Yes, this is a post about your posture. no I’m not going to be like your grandma reminding you to pull your shoulders back sit up straight while playing the piano.
It turns out though, that your grandma had a good reason for nagging so much about your posture. There’s a lot of parts of your life that posture can affect both positively and negatively. I’ll highlight some of these and then provide a couple of recommendations for how you can work to improve your posture.
There are many factors that are involved in digestion, from how well you chew your food to the makeup of your gut microbiome. One of the easiest ways to improve your digestion is to simply have good posture.
Once you eat your food and it goes down your esophagus, your body sends it on a roller coaster ride through a bunch of tubes in your body in order to remove the nutrients of the food that your body needs.
Having good posture helps digestion in two ways, the first is it allows gravity to help in the process, second good posture keeps your body in a position it was designed to be in which means your intestines are able to function the way they were designed.
If you have digestion problems, you may want to assess your posture and see if you can improve it somehow.
There’s a popular Ted Talk by Amy Cuddy where she talks about power poses and the effects that your posture can have on your confidence.
When you have correct posture, where you sit upright, with your head over your shoulders, your shoulders back, and your chest out, you put your body in a position that is not only comfortable and anatomically correct but also allows you to look and feel more confident.

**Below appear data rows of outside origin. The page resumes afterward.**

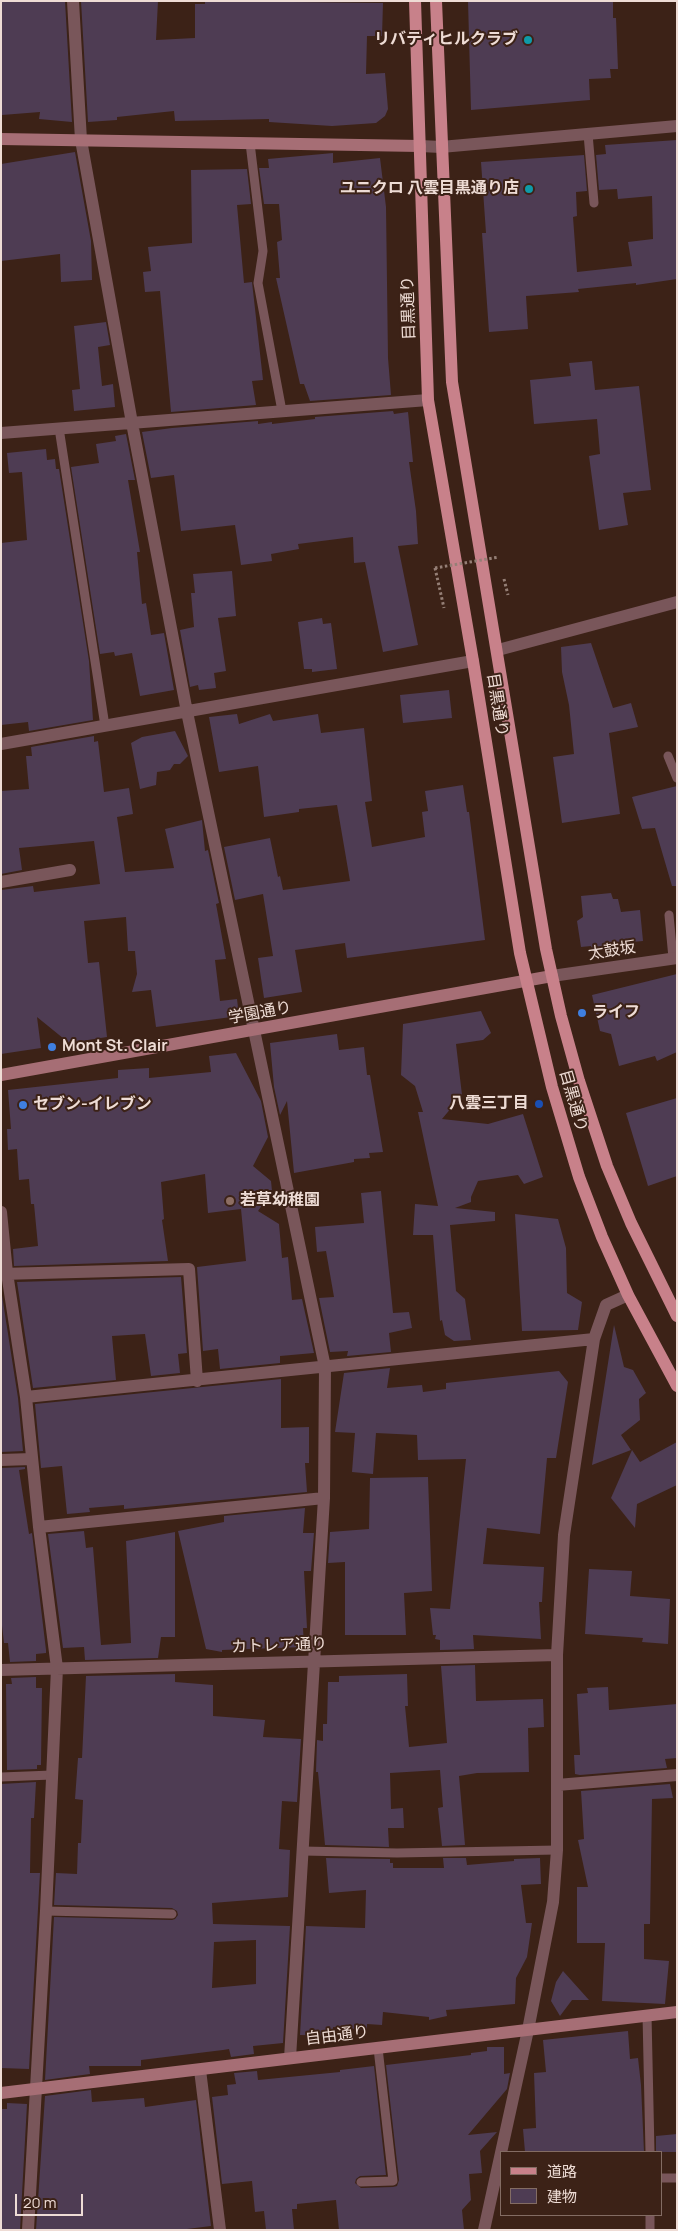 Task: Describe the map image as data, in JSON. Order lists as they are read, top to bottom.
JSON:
{
  "streets": {
    "main road": ["目黒通り"],
    "street": [
      "太鼓坂",
      "学園通り",
      "カトレア通り",
      "自由通り"
    ]
  },
  "crossings": [
    ["目黒通り", "太鼓坂"],
    ["目黒通り", "学園通り"],
    ["太鼓坂", "学園通り"]
  ],
  "places": [
    "リバティヒルクラブ",
    "ユニクロ 八雲目黒通り店",
    "ライフ",
    "Mont St. Clair",
    "八雲三丁目",
    "セブン-イレブン",
    "若草幼稚園"
  ],
  "legend": ["道路", "建物"],
  "scale_bar": "20 m"
} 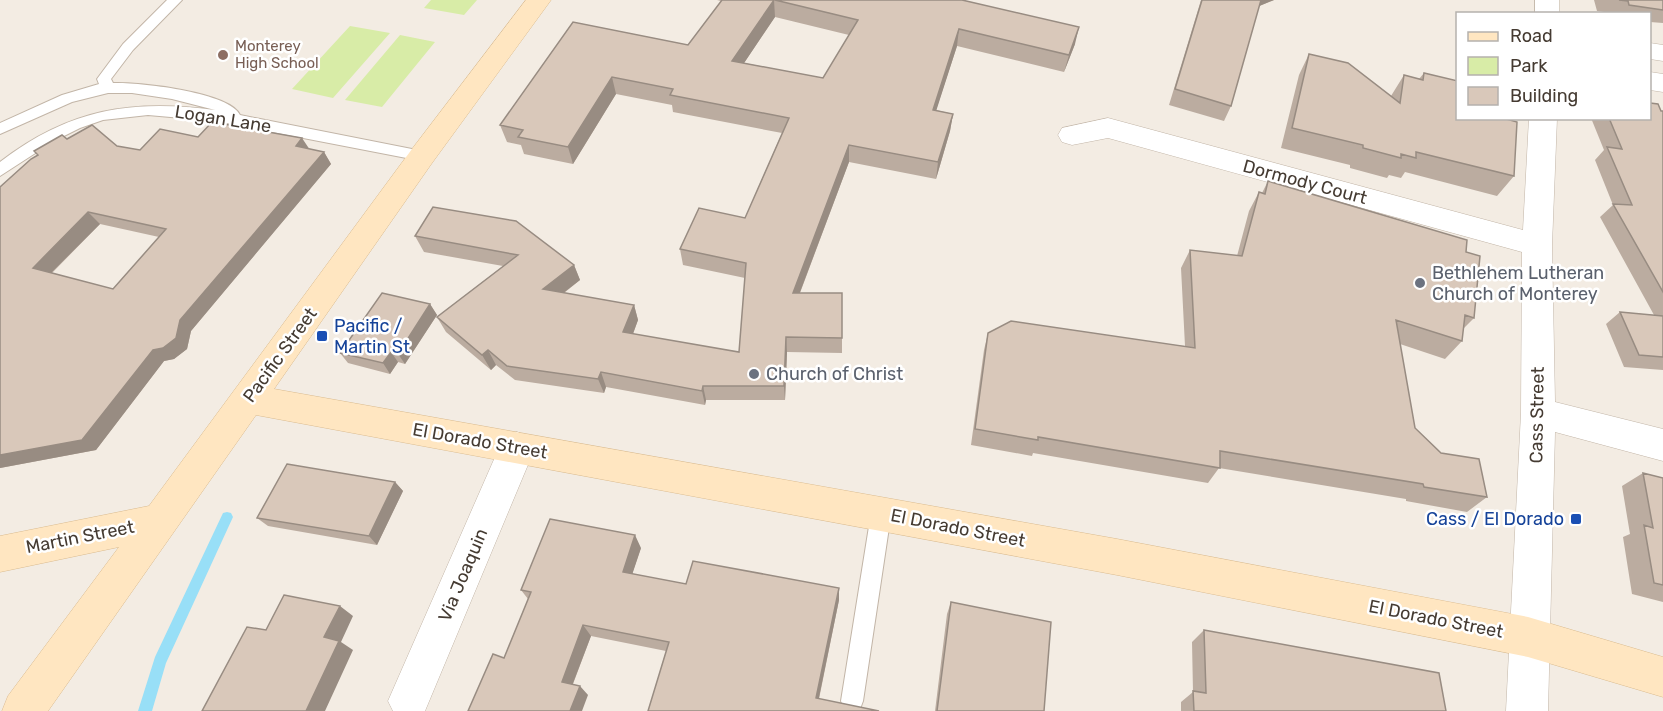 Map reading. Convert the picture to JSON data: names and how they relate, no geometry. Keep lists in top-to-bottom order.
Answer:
{
  "streets": {
    "street": [
      "Dormody Court",
      "Pacific Street",
      "Cass Street",
      "El Dorado Street",
      "Martin Street",
      "Via Joaquin"
    ],
    "lane": ["Logan Lane"]
  },
  "crossings": [
    ["Logan Lane", "Pacific Street"],
    ["Dormody Court", "Cass Street"],
    ["Pacific Street", "El Dorado Street"],
    ["Pacific Street", "Martin Street"],
    ["Cass Street", "El Dorado Street"],
    ["El Dorado Street", "Via Joaquin"]
  ],
  "places": {
    "other": ["Monterey High School", "Bethlehem Lutheran Church of Monterey", "Church of Christ"],
    "transit": ["Pacific / Martin St", "Cass / El Dorado"]
  },
  "legend": ["Road", "Park", "Building"]
}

Try this with me for a second, round your shoulders forward slump over. How does that make you feel?
Now sit up straight or stand up straight. How does this position make you feel?

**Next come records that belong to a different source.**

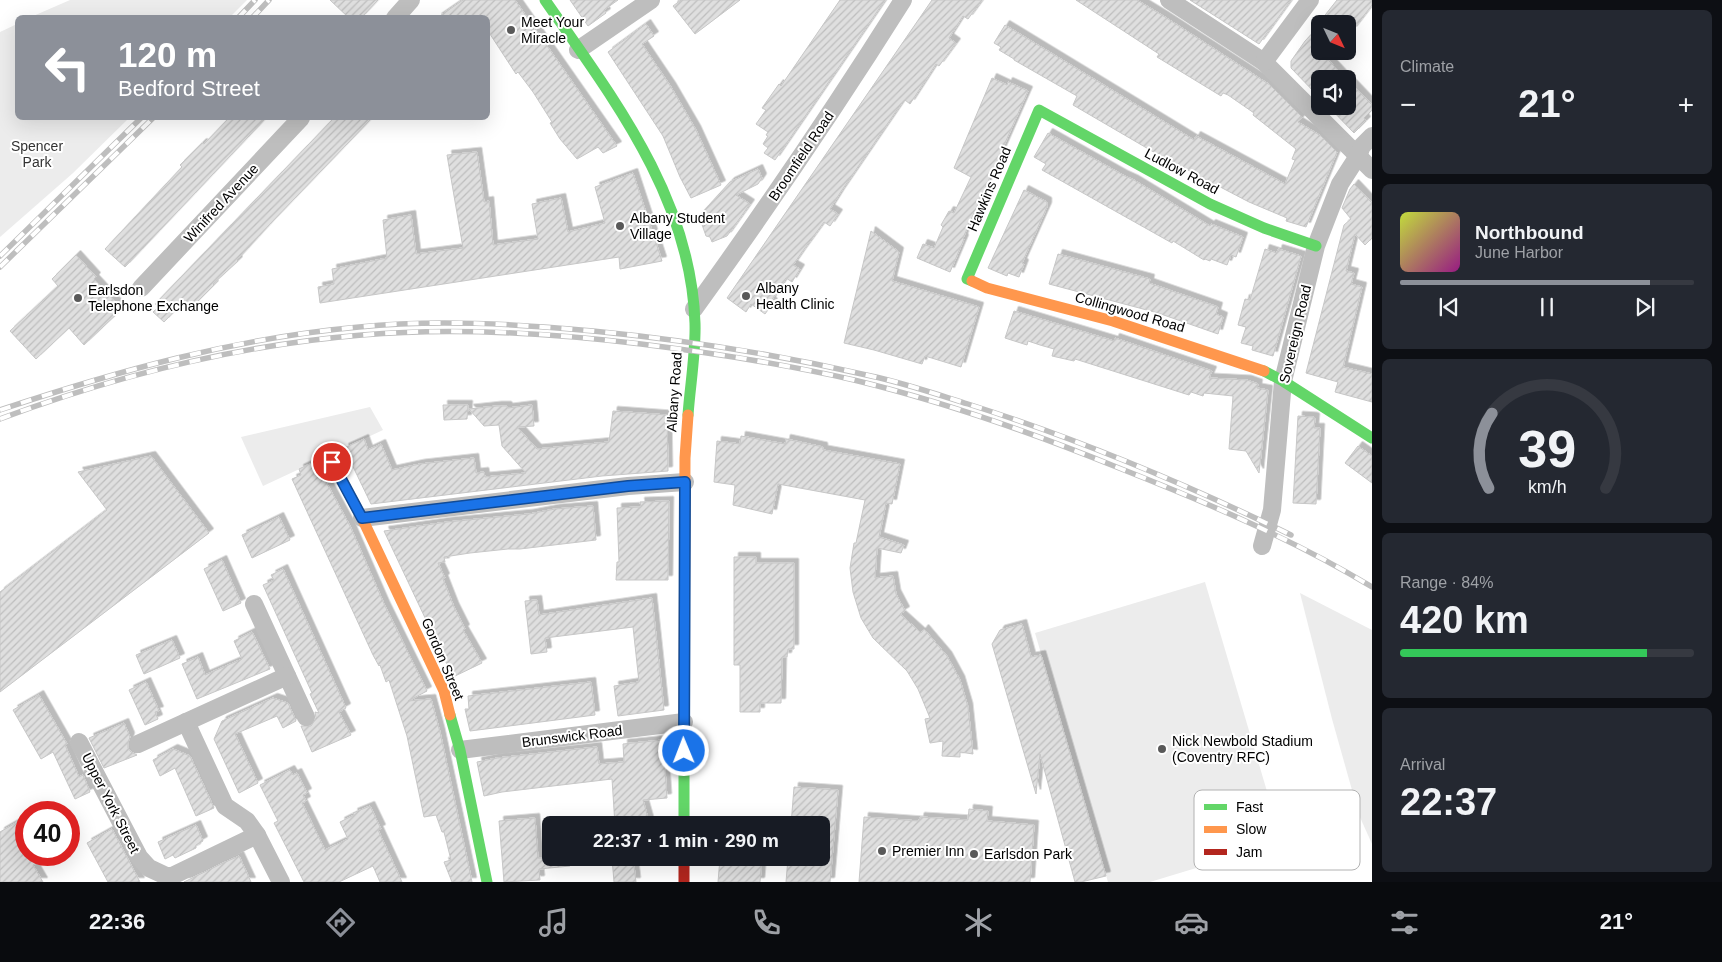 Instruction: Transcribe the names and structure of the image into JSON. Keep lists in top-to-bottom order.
{
  "streets": {
    "street": [
      "Broomfield Road",
      "Ludlow Road",
      "Hawkins Road",
      "Winifred Avenue",
      "Collingwood Road",
      "Sovereign Road",
      "Albany Road",
      "Gordon Street",
      "Brunswick Road",
      "Upper York Street"
    ]
  },
  "crossings": [
    ["Broomfield Road", "Albany Road"],
    ["Ludlow Road", "Hawkins Road"],
    ["Ludlow Road", "Sovereign Road"],
    ["Hawkins Road", "Collingwood Road"],
    ["Collingwood Road", "Sovereign Road"],
    ["Albany Road", "Brunswick Road"],
    ["Gordon Street", "Brunswick Road"]
  ],
  "parks": ["Spencer Park"],
  "places": [
    "Meet Your Miracle",
    "Albany Student Village",
    "Albany Health Clinic",
    "Earlsdon Telephone Exchange",
    "Nick Newbold Stadium (Coventry RFC)",
    "Premier Inn",
    "Earlsdon Park"
  ],
  "legend": ["Fast", "Slow", "Jam"],
  "north": "bottom right",
  "page": {
    "tile": [
      "Climate",
      ["Range · 84%", "420 km"],
      ["Arrival", "22:37"]
    ],
    "turn": ["120 m", "Bedford Street"],
    "heat": ["−", "21°", "+"],
    "song": ["Northbound", "June Harbor"],
    "limit": "40",
    "trip": "22:37 · 1 min · 290 m",
    "tabs": ["22:36", "21°"],
    "gauge": ["39", "km/h"]
  }
}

Which one would you prefer to be in as you go throughout your day?
Having good posture will make you more confident in yourself and with your interactions with other people.
Fewer aches and pains
I mentioned earlier that the correct posture is more comfortable. In reality, for most people it’s not, but it can become comfortable over time. This is because you have trained your body to think that a different position is a correct position and now you need to retrain your body to sit correctly.
I have a year and a half old daughter and it’s amazing to see her sitting unsupported in the middle of the floor with her back and neck in a perfect line. She hasn’t yet developed bad habits that caused her to slump or slouch or her head to jet forward.
This should be the goal for all of us – to reach a similar position with our posture. Where we’re sitting with our backs straight and our necks above our shoulders where it’s comfortable and effortless.
As you work on it, you will notice that after a couple of months of consistently working at it, that aches and possibly pain you’ve had for years, will go away. Things like nagging headaches that you repeatedly get, neck pain, or hip pain. Often all this pain is self-inflicted unwittingly, unknowingly, because, in the moment, incorrect posture does not hurt or feel bad but in that position over time will cause pain.
It’s not a result that you’ll get immediately but as you practice it over time you will have fewer aches and pains as you improve your posture.
Imagine two people, one with the typical poor posture that we can all imagine, and the other, not with their chest puffed up feigning good posture but with their ears, shoulders, and hips all lining up in a straight line. Think about how either person looks, how do you perceive them and their personalities?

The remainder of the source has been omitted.